/ExperienceReplaySR

Source code for paper: Improving Experience Replay with Successor Representation

Primary LanguageJupyter Notebook

Supplementary Material

This is the code base for our paper Improving Experience Replay with Successor Representation. There are three parts each corresponding to one algorithm: Prioritized Sweeping with Successor Representation (PS-SR), tabular PER with SR (Vanilla PER-SR), and original PER with SR (PER-SR).

Dependencies

Install dopamine. Make sure to follow the instructions and install the Atari environments.

Prioritized Sweeping with SR (PS-SR)

We experiment our new version of PS-SR using the Dyna Maze experiment used by Sutton and Barto. This corresponds to Section 4.1 in our paper.

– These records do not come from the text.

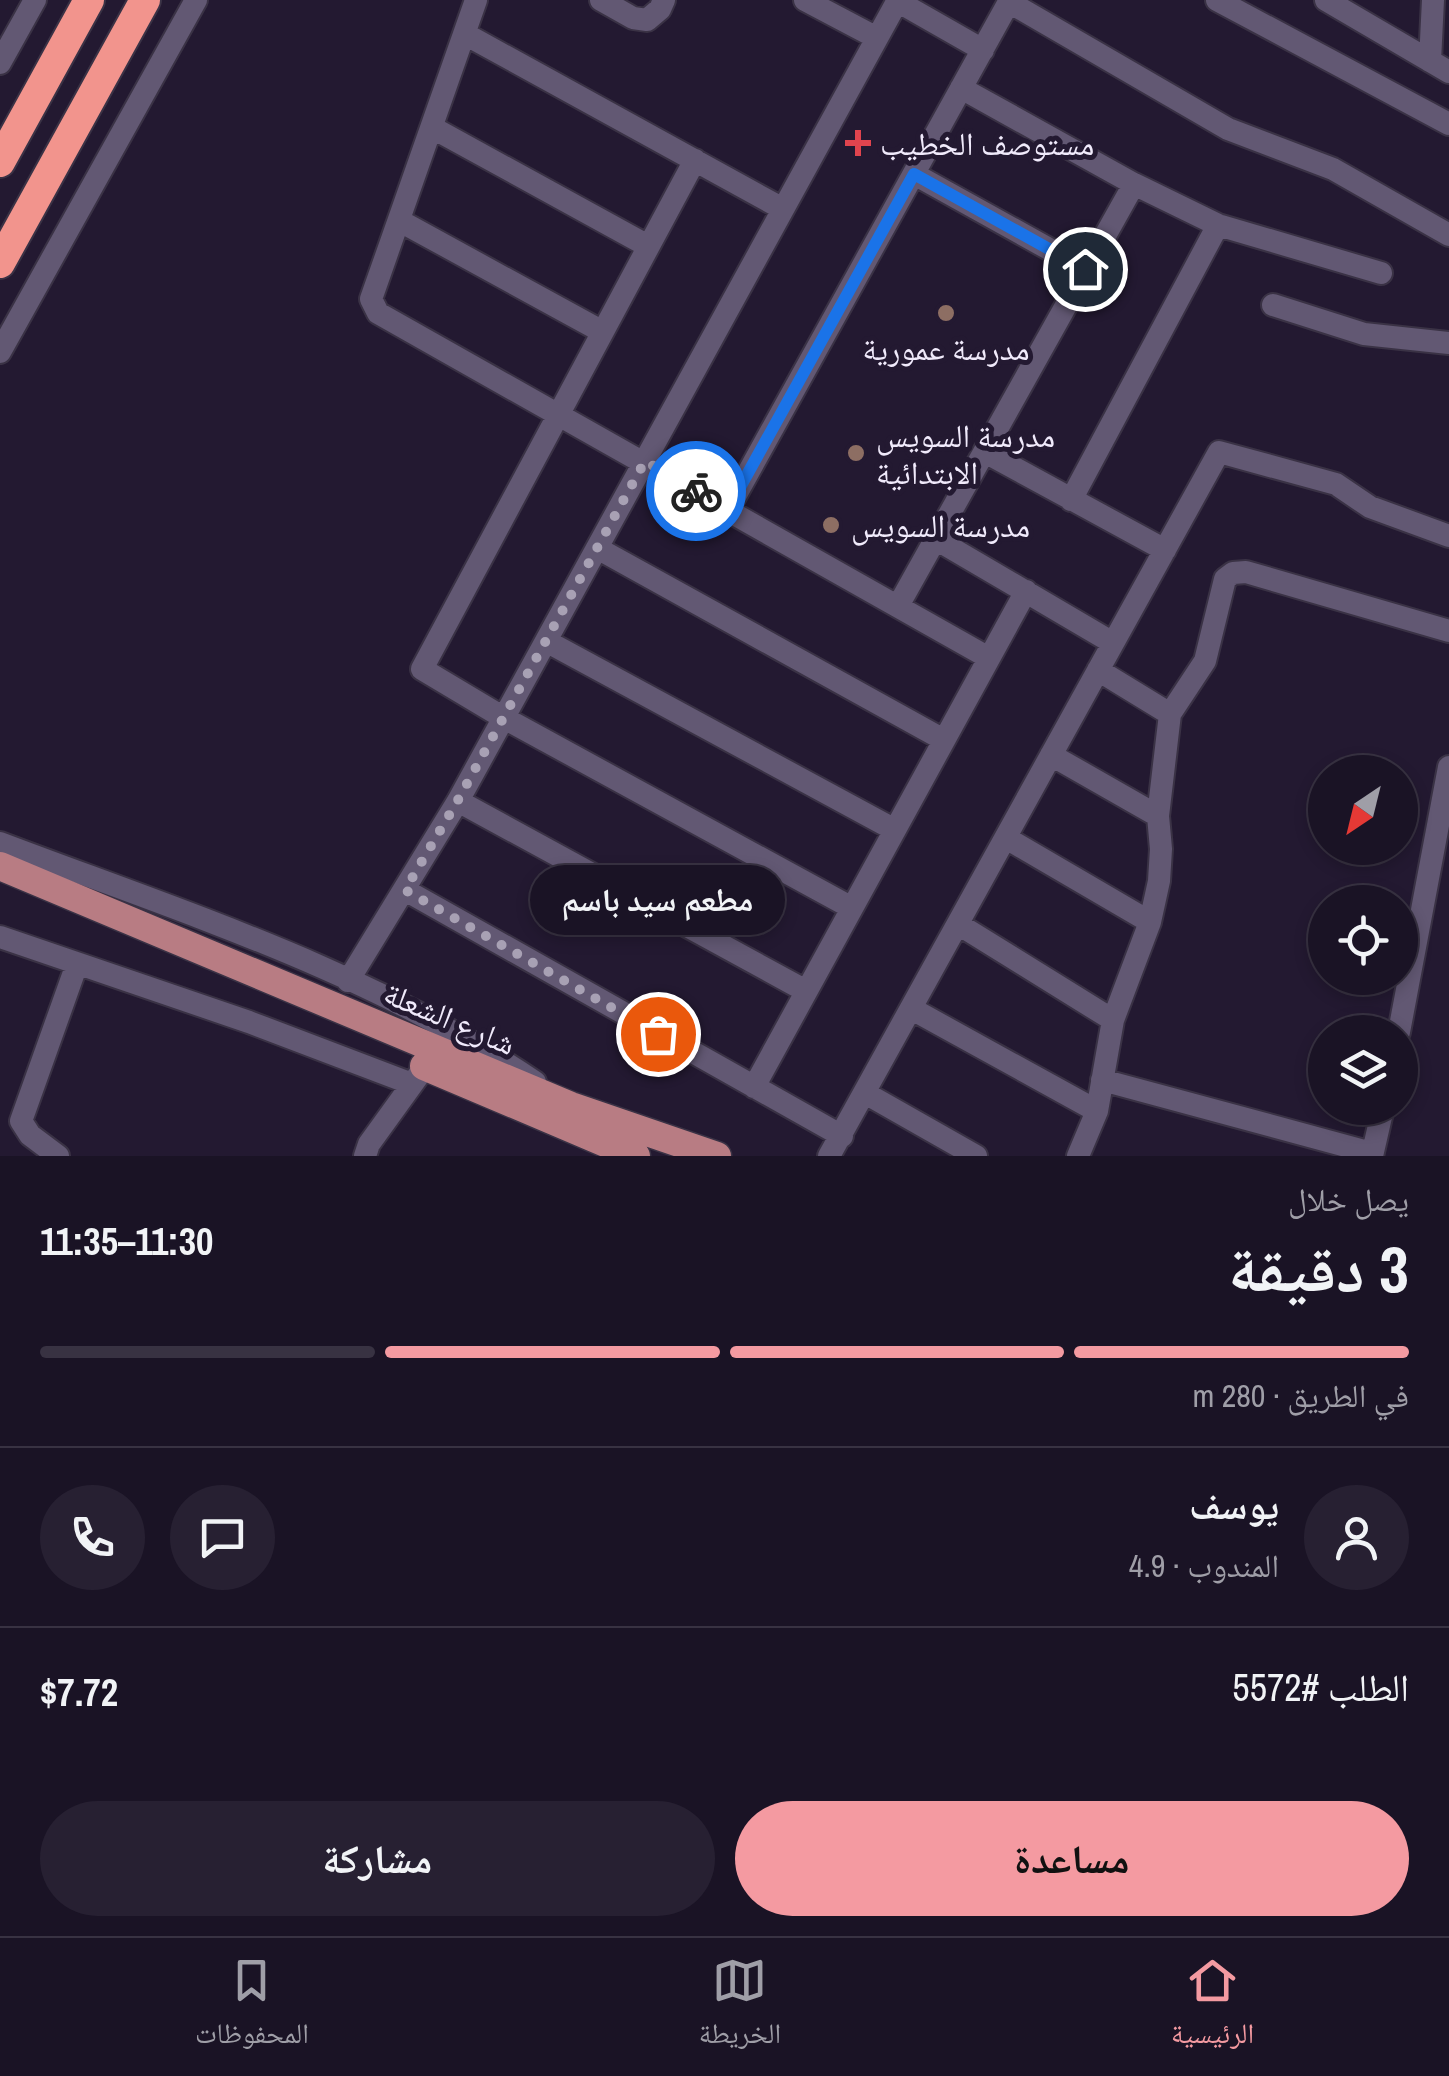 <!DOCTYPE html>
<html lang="ar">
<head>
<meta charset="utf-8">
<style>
	:root { --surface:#1a1325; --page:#272032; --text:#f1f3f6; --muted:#9f9ea7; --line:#383242; --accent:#f49aa1 }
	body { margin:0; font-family:"Archivo Narrow","Noto Naskh Arabic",sans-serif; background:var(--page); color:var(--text); direction:rtl; height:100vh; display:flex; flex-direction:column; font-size:38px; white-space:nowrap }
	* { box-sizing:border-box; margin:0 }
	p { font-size:32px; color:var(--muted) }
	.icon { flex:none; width:55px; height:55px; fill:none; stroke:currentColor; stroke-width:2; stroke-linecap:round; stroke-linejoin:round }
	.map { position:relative; height:1156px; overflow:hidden; direction:ltr }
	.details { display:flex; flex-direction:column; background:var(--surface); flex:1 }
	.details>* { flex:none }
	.needle { width:65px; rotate:215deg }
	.buttons { position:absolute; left:1308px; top:755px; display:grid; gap:20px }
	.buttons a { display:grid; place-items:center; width:110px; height:110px; border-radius:50%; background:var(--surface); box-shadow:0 5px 15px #0003,0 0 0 2px var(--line); font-size:50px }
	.pin { position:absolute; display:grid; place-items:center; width:85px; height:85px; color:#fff; margin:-42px; border:5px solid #fff; border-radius:50%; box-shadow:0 2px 10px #0007 }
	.courier { position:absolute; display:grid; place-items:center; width:100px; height:100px; margin:-50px; border:8px solid #1a73e8; border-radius:50%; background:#fff; color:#222; box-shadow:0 2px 12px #0007 }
	.bubble { position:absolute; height:70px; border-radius:35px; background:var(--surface); box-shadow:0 5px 15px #0003,0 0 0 2px var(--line); font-size:32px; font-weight:800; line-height:70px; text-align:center; direction:rtl }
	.overview em { font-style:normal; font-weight:800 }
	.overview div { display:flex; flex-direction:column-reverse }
	.overview { display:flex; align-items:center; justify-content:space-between; height:170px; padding:0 40px }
	h1 { font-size:65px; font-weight:800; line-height:75px }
	.bar { display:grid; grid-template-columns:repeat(4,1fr); gap:15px 10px; align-content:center; height:120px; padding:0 40px }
	.bar i { height:12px; border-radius:8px; background:var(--line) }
	.bar .on { background:var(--accent) }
	.bar p { grid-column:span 4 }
	.line { display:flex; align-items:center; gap:25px; padding:0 40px; border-top:2px solid var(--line) }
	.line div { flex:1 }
	.round { display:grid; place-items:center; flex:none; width:105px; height:105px; border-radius:52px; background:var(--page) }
	.button { display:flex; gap:20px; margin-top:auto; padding:20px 40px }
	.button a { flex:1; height:115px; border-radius:60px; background:var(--accent); color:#111; font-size:40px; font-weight:800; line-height:115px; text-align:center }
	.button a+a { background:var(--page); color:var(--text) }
	.dock { display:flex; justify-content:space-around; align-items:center; height:140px; border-top:2px solid var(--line); background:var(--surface); font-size:28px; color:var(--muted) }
	.dock a { display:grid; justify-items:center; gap:5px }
	.dock .on { color:var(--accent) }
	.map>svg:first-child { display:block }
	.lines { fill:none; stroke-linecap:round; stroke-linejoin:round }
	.minor-casing { stroke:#3a3245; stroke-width:26 }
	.major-casing { stroke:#3a3245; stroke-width:31 }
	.highway-casing { stroke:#3a3245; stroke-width:34 }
	.minor { stroke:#625873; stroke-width:22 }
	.major { stroke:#b87c83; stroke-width:28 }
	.highway { stroke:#f2948d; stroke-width:30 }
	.done { stroke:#a8a1b4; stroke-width:10; stroke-dasharray:0 18 }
	.route { stroke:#1a73e8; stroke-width:12 }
	.health-dot { fill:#e0444e; stroke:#231931; stroke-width:4 }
	.education-dot { fill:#8d6e63; stroke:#231931; stroke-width:4 }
	.labels { text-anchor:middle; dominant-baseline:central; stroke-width:10; stroke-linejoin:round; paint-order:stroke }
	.poi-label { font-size:32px; fill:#f0eafb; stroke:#231931; text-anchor:start }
	.street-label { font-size:32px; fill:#f0eafb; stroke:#231931 }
</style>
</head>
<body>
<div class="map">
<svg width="1449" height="1156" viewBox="0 0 1449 1156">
	<rect width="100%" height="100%" fill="#231931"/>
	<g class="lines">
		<g class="minor-casing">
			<path id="minor" d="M476 0 371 299 378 313 989 658
				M601 0 633 18 647 20 660 9 664 0
				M805 0 877 38
				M1217 0 1449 124
				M1326 0 1449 72
				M897 1 983 50
				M1009 2 1228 129 1333 169 1449 235
				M465 34 783 209
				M1430 61 1433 0
				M0 63 35 0
				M961 88 1134 184 1218 225 1381 273
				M433 128 648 246
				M695 160 422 669 504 718 852 908
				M914 174 1085 269
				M400 221 601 331
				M1273 305 1364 334 1449 343
				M0 352 196 0
				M985 452 1165 550
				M1071 500 1218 225
				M728 509 1010 0
				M934 538 1113 643
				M597 548 944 740
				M898 606 1134 184
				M546 641 895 830
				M1098 670 1170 714
				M1051 755 1158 816
				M458 801 806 991
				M1006 838 1150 922
				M0 843C182 912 372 972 535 1082
				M405 890 842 1136
				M958 924 1113 1020
				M0 937 249 1022 412 1084
				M348 981 458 801 898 0
				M912 1009 1097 1111
				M1399 1032 1449 767
				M1102 1080 1372 1153
				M754 1087 1026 591
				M865 1093 976 1156
				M58 1156 30 1135 21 1121 77 964
				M365 1156 369 1144 421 1072
				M829 1156 1219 452 1336 484 1370 507 1449 536
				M1078 1156 1097 1111 1113 1020 1150 922 1159 881 1161 849 1158 816 1170 714 1205 661 1225 579 1233 573 1246 572 1449 631
				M1372 1156 1383 1108"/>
		</g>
		<g class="major-casing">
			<path id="major" d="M0 866 571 1106 717 1156
				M424 1066 636 1156"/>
		</g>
		<g class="highway-casing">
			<path id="highway" d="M0 162 89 0
				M0 263 145 0"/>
		</g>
		<use href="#minor" class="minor"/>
		<use href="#major" class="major"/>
		<use href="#highway" class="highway"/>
	</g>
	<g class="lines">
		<path class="done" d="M658 1034 405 890 458 800 645 461 696 491"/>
		<path class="route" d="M696 491 728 509 914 174 1085 269"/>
	</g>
	<path class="health-dot" d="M853 128h10v10h10v10h-10v10h-10v-10h-10v-10h10z"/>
	<g class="education-dot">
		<circle cx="946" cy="313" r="10"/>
		<circle cx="856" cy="453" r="10"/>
		<circle cx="831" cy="525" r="10"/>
	</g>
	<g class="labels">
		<g class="poi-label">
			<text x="880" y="143">مستوصف الخطيب</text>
			<text x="946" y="348" text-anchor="middle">مدرسة عمورية</text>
			<text x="876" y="435">مدرسة السويس<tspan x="876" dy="37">الابتدائية</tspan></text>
			<text x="851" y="525">مدرسة السويس</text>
		</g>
		<g class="street-label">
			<text transform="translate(450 1018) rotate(23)">شارع الشعلة</text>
		</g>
	</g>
</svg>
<div class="buttons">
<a><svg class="needle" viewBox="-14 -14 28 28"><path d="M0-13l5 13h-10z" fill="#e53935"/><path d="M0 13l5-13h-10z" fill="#9f9ea7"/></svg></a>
<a><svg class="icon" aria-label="locate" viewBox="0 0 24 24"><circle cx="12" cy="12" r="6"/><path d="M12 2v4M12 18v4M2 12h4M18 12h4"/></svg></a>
<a><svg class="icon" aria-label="layers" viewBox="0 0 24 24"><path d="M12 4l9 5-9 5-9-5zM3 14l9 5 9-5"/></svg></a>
</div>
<div class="pin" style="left:658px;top:1034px;background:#ea580c"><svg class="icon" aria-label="bag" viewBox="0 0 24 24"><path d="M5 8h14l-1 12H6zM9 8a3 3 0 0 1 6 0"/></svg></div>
<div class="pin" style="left:1085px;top:269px;background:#1f2937"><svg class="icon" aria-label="home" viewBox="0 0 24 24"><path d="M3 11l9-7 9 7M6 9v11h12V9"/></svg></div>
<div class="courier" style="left:696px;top:491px"><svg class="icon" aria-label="bike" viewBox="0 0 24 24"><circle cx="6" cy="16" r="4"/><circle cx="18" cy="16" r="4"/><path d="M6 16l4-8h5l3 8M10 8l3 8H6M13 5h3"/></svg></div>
<div class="bubble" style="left:530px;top:865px;width:255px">مطعم سيد باسم</div>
</div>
<section class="details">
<div class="overview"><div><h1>3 دقيقة</h1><p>يصل خلال</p></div><em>11:30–11:35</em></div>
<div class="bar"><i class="on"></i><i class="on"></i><i class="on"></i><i></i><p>في الطريق · 280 m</p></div>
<div class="line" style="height:180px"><a class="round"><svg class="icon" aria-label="person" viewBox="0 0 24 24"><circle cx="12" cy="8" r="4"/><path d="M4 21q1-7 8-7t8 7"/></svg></a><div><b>يوسف</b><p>المندوب · 4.9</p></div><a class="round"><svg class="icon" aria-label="chat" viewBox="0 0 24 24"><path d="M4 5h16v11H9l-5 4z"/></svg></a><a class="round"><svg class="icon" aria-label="phone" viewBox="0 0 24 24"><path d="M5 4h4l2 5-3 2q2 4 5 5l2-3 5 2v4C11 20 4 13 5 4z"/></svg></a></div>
<div class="line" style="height:130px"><div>الطلب #5572</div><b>$7.72</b></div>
<div class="button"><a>مساعدة</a><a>مشاركة</a></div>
</section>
<nav class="dock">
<a class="on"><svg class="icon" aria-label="home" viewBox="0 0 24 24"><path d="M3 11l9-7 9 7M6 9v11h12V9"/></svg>الرئيسية</a>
<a><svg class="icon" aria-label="map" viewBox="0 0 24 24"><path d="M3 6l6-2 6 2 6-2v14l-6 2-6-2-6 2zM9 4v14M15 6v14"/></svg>الخريطة</a>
<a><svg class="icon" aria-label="saved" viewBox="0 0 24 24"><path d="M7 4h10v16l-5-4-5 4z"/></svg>المحفوظات</a>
</nav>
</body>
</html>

  • run PS_dynamaze.ipynb to start the experiment and see the plot

Tabular PER with SR (Vanilla PER-SR)

We replicate the experiment of the vanilla PER without neural networks. This corresponds to Section 4.2 in our paper.

  • run vanilla_PER_cliffwalk.ipynb to run Cliffwalk experiment and see the plot

PER with SR (PER-SR)

For PER-SR, we use the Atari benchmarks. This corresponds to Section 4.3 and Section 5 in our paper.

  • atari_plots.ipynb: the jupyter notebook to generate plots from data in folder running-data.
  • train_dopamine_per.py: the file for running 200 iterations of a specific Atari game using PER, save data to running-data/prioritized_dqn/GAME for the game specified in variable GAME.
  • train_dopamine_norm.py: similar to train_dopamine_per.py, runs the PER-SR algorithm.

To run the Atari experiments, follow the steps below:

  • Make sure dopamine is installed correctly in the "Dependencies" step.
  • Change the GAME variable in file train_dopamine_norm.py to the desired Atari game.
  • Run command python train_dopamine_norm.py. Similar for train_dopamine_per.py.